A Home Away from Home
Mutual Aid, Political Activism, and Caribbean American IdentityUniversity of Pennsylvania Press
A Home Away from Home examines the significance of Caribbean American mutual aid societies and benevolent associations to the immigrant experience, particularly their implications for the formation of a Pan-Caribbean American identity and Black diasporic politics.

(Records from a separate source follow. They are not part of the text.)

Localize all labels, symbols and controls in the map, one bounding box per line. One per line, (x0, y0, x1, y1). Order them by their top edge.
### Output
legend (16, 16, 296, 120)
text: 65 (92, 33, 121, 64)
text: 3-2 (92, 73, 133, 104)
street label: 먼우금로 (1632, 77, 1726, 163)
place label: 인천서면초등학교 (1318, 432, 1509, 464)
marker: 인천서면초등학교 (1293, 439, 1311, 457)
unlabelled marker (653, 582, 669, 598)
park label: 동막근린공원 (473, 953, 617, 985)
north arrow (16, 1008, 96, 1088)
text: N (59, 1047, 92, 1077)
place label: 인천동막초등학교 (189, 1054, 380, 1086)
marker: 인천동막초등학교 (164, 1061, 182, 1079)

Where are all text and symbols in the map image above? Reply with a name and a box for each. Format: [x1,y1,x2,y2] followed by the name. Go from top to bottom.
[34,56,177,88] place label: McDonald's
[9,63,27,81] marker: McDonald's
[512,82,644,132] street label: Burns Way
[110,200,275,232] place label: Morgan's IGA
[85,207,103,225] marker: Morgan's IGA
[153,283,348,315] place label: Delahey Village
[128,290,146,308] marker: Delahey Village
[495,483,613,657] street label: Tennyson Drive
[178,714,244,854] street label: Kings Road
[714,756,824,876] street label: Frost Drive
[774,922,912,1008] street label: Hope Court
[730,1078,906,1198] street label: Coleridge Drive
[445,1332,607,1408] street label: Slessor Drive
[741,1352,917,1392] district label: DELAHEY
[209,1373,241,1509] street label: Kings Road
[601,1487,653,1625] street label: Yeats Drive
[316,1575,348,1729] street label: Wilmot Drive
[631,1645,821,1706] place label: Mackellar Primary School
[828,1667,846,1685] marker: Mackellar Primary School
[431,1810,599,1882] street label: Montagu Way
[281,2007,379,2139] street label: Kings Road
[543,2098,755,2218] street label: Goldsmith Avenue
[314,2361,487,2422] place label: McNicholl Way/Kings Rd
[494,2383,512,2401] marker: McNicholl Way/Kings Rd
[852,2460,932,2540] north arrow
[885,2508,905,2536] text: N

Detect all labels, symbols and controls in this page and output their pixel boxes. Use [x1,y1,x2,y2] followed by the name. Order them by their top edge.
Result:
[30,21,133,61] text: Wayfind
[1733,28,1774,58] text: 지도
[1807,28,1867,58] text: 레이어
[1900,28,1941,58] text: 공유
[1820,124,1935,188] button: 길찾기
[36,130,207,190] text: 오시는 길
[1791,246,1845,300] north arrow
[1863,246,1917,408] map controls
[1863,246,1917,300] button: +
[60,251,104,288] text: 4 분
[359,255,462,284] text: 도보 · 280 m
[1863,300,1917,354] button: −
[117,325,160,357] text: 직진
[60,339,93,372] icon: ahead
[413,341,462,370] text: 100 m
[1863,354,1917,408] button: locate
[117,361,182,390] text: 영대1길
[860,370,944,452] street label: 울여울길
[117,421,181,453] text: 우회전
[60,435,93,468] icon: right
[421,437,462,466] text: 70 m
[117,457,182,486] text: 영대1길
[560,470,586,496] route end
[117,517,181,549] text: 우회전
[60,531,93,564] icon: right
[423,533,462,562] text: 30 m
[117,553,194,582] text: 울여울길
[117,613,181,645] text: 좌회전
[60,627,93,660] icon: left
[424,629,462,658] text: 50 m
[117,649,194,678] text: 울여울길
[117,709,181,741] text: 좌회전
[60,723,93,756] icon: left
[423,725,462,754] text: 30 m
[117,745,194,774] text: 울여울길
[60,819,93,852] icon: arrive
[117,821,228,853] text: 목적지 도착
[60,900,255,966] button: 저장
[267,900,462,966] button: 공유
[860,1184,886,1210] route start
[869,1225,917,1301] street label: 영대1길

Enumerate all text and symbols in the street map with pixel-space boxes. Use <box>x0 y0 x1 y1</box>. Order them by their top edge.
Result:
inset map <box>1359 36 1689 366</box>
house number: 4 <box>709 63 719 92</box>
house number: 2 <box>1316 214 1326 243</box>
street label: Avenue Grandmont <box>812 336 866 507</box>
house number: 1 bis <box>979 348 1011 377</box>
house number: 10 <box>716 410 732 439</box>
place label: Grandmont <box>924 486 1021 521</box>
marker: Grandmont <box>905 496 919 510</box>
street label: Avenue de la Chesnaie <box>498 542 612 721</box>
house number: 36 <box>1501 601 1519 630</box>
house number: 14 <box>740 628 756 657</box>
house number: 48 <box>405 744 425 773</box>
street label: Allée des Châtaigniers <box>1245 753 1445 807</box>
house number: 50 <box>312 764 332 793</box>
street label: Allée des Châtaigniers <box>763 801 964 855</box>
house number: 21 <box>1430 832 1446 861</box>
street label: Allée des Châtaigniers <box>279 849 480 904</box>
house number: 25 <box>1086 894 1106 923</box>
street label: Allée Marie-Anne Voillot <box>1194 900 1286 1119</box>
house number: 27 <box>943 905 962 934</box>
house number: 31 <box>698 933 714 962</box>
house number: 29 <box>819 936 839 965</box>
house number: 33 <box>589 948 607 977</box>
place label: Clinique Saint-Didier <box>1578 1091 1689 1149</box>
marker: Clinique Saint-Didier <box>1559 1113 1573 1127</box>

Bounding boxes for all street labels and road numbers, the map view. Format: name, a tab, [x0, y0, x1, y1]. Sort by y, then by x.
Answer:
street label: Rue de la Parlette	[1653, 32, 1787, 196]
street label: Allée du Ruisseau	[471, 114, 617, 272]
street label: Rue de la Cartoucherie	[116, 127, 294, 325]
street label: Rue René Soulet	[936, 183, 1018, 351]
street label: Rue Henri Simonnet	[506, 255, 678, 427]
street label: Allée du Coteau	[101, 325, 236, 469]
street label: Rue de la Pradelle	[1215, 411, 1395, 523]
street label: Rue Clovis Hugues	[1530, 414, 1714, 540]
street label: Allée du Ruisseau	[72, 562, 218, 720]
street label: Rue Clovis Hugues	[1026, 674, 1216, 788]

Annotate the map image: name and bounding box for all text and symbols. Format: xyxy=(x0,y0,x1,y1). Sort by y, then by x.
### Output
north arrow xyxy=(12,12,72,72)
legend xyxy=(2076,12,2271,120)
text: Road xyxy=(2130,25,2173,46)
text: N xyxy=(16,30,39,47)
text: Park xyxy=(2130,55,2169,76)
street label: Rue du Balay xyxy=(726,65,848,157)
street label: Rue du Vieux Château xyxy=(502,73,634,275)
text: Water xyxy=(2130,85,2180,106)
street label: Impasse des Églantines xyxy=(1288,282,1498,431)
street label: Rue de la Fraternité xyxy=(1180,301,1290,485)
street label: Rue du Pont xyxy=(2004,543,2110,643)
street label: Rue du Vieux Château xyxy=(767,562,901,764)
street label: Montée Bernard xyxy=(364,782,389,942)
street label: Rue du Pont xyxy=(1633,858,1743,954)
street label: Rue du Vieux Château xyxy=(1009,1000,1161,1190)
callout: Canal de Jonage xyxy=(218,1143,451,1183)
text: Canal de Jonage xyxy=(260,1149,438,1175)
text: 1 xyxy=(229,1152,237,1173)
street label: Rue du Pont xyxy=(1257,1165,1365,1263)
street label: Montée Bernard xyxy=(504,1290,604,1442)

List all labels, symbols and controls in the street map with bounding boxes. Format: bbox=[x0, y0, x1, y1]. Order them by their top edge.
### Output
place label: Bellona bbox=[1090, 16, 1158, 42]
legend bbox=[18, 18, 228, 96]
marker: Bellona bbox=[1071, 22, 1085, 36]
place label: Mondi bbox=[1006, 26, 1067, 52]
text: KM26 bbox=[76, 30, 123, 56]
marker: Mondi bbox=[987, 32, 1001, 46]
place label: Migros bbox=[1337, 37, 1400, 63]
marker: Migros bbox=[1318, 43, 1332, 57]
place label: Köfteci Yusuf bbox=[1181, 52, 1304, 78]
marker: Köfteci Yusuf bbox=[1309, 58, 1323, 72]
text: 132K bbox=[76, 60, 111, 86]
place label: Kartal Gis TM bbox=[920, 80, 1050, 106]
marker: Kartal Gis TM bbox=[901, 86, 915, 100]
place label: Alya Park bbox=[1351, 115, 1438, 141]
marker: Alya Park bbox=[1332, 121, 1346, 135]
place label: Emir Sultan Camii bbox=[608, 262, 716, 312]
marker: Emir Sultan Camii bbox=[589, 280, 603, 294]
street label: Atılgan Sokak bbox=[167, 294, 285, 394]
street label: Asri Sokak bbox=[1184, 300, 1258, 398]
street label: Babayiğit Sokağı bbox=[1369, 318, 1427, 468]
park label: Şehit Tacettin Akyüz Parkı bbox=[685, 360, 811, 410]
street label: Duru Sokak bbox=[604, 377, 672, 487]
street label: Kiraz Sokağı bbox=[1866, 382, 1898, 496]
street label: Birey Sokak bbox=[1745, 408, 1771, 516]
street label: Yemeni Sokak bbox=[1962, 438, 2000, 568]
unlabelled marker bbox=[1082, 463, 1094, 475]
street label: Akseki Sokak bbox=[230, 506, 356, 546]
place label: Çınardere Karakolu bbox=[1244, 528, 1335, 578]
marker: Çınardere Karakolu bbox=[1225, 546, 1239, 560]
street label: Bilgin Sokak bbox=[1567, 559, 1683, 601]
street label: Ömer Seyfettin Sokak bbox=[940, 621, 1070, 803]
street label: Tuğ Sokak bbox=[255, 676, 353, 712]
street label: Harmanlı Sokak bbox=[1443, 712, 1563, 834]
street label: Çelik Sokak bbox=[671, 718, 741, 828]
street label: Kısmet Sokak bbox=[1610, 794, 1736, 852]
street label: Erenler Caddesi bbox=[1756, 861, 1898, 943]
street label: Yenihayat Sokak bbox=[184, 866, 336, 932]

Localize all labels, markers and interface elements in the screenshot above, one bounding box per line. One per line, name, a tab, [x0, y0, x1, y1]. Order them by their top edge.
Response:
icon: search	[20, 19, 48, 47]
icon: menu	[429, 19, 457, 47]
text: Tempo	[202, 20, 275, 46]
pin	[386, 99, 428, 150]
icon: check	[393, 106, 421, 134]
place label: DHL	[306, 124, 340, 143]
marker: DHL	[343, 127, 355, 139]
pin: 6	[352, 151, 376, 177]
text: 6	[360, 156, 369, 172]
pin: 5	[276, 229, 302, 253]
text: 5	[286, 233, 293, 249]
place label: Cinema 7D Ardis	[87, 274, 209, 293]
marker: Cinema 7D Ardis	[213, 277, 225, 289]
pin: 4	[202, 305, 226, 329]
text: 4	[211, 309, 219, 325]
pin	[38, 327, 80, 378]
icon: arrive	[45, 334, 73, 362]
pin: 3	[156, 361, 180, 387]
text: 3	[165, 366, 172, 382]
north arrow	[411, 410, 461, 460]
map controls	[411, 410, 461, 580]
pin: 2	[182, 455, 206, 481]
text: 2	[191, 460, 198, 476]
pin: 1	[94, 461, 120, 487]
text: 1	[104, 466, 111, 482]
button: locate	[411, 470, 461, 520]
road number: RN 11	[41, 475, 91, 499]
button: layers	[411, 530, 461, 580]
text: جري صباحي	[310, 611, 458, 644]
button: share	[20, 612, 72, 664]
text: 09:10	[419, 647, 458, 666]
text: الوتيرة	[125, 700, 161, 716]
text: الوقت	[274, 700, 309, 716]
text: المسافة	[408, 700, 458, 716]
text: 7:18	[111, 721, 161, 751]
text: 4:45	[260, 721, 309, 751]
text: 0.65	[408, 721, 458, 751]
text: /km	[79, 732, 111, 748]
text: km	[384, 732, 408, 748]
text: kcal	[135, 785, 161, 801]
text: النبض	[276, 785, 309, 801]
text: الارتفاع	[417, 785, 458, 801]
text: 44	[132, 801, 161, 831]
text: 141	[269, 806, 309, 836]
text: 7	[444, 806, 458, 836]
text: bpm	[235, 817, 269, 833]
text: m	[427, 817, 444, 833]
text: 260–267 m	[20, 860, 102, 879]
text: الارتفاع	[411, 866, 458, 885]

At the turn of the twentieth century, New York City exploded with the establishment of mutual aid societies and benevolent associations. Caribbean immigrants, especially women, eager to find their place in a bustling new world, created these organizations, including the West Indian Benevolent Association of New York City, founded in 1884. They served as forums for discussions on Caribbean American affairs, hosted cultural activities, and provided newly arrived immigrants with various forms of support, including job and housing assistance, rotating lines of credit, help in the naturalization process, and its most popular function—sickness and burial assistance. In examining the number of these organizations, their membership, and the functions they served, Tyesha Maddox argues that mutual aid societies not only fostered a collective West Indian ethnic identity among immigrants from specific islands, but also strengthened kinship networks with those back home in the Caribbean. Especially important to these processes were Caribbean women such as Elizabeth Hendrickson, co-founder of the American West Indian Ladies’ Aid Society in 1915 and the Harlem Tenants’ League in 1928.
Immigrant involvement in mutual aid societies also strengthened the belief that their own fate was closely intertwined with the social, economic, and political welfare of the Black international community. A Home Away from Home demonstrates how Caribbean American mutual aid societies and benevolent associations in many ways became proto-Pan-Africanist organizations.